### Exercise details
Give back each line below verbatim.

### Input data

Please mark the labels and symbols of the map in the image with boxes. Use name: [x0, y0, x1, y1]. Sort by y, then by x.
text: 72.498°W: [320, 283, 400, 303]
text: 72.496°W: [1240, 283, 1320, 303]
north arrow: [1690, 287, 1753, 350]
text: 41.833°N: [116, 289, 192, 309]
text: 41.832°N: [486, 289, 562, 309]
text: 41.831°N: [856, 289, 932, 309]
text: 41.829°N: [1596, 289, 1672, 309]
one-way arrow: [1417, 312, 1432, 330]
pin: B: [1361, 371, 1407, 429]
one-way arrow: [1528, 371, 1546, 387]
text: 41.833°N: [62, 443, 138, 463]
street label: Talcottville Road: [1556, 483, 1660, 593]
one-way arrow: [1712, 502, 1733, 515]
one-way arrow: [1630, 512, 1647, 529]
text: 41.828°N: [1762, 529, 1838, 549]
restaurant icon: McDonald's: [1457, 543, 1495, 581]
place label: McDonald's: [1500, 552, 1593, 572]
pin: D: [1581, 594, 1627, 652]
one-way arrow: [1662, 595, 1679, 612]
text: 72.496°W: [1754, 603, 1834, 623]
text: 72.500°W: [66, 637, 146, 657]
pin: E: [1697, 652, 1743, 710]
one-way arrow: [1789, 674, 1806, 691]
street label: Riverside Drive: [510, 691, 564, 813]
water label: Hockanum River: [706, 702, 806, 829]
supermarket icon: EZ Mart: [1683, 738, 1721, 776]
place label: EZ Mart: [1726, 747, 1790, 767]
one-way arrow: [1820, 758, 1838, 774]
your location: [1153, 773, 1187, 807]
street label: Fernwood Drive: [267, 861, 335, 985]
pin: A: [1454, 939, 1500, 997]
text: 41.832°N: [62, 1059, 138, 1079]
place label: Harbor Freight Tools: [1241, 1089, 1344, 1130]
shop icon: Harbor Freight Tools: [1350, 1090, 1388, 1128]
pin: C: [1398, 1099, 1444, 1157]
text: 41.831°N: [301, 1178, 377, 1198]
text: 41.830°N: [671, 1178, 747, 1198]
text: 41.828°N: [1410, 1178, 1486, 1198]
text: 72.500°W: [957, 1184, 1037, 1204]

### Exercise solution
Please mark the labels and symbols of the map in the image with boxes. Use name: [x0, y0, x1, y1]. Sort by y, then by x.
text: 72.498°W: [320, 283, 400, 303]
text: 72.496°W: [1240, 283, 1320, 303]
north arrow: [1690, 287, 1753, 350]
text: 41.833°N: [116, 289, 192, 309]
text: 41.832°N: [486, 289, 562, 309]
text: 41.831°N: [856, 289, 932, 309]
text: 41.829°N: [1596, 289, 1672, 309]
one-way arrow: [1417, 312, 1432, 330]
pin: B: [1361, 371, 1407, 429]
one-way arrow: [1528, 371, 1546, 387]
text: 41.833°N: [62, 443, 138, 463]
street label: Talcottville Road: [1556, 483, 1660, 593]
one-way arrow: [1712, 502, 1733, 515]
one-way arrow: [1630, 512, 1647, 529]
text: 41.828°N: [1762, 529, 1838, 549]
restaurant icon: McDonald's: [1457, 543, 1495, 581]
place label: McDonald's: [1500, 552, 1593, 572]
pin: D: [1581, 594, 1627, 652]
one-way arrow: [1662, 595, 1679, 612]
text: 72.496°W: [1754, 603, 1834, 623]
text: 72.500°W: [66, 637, 146, 657]
pin: E: [1697, 652, 1743, 710]
one-way arrow: [1789, 674, 1806, 691]
street label: Riverside Drive: [510, 691, 564, 813]
water label: Hockanum River: [706, 702, 806, 829]
supermarket icon: EZ Mart: [1683, 738, 1721, 776]
place label: EZ Mart: [1726, 747, 1790, 767]
one-way arrow: [1820, 758, 1838, 774]
your location: [1153, 773, 1187, 807]
street label: Fernwood Drive: [267, 861, 335, 985]
pin: A: [1454, 939, 1500, 997]
text: 41.832°N: [62, 1059, 138, 1079]
place label: Harbor Freight Tools: [1241, 1089, 1344, 1130]
shop icon: Harbor Freight Tools: [1350, 1090, 1388, 1128]
pin: C: [1398, 1099, 1444, 1157]
text: 41.831°N: [301, 1178, 377, 1198]
text: 41.830°N: [671, 1178, 747, 1198]
text: 41.828°N: [1410, 1178, 1486, 1198]
text: 72.500°W: [957, 1184, 1037, 1204]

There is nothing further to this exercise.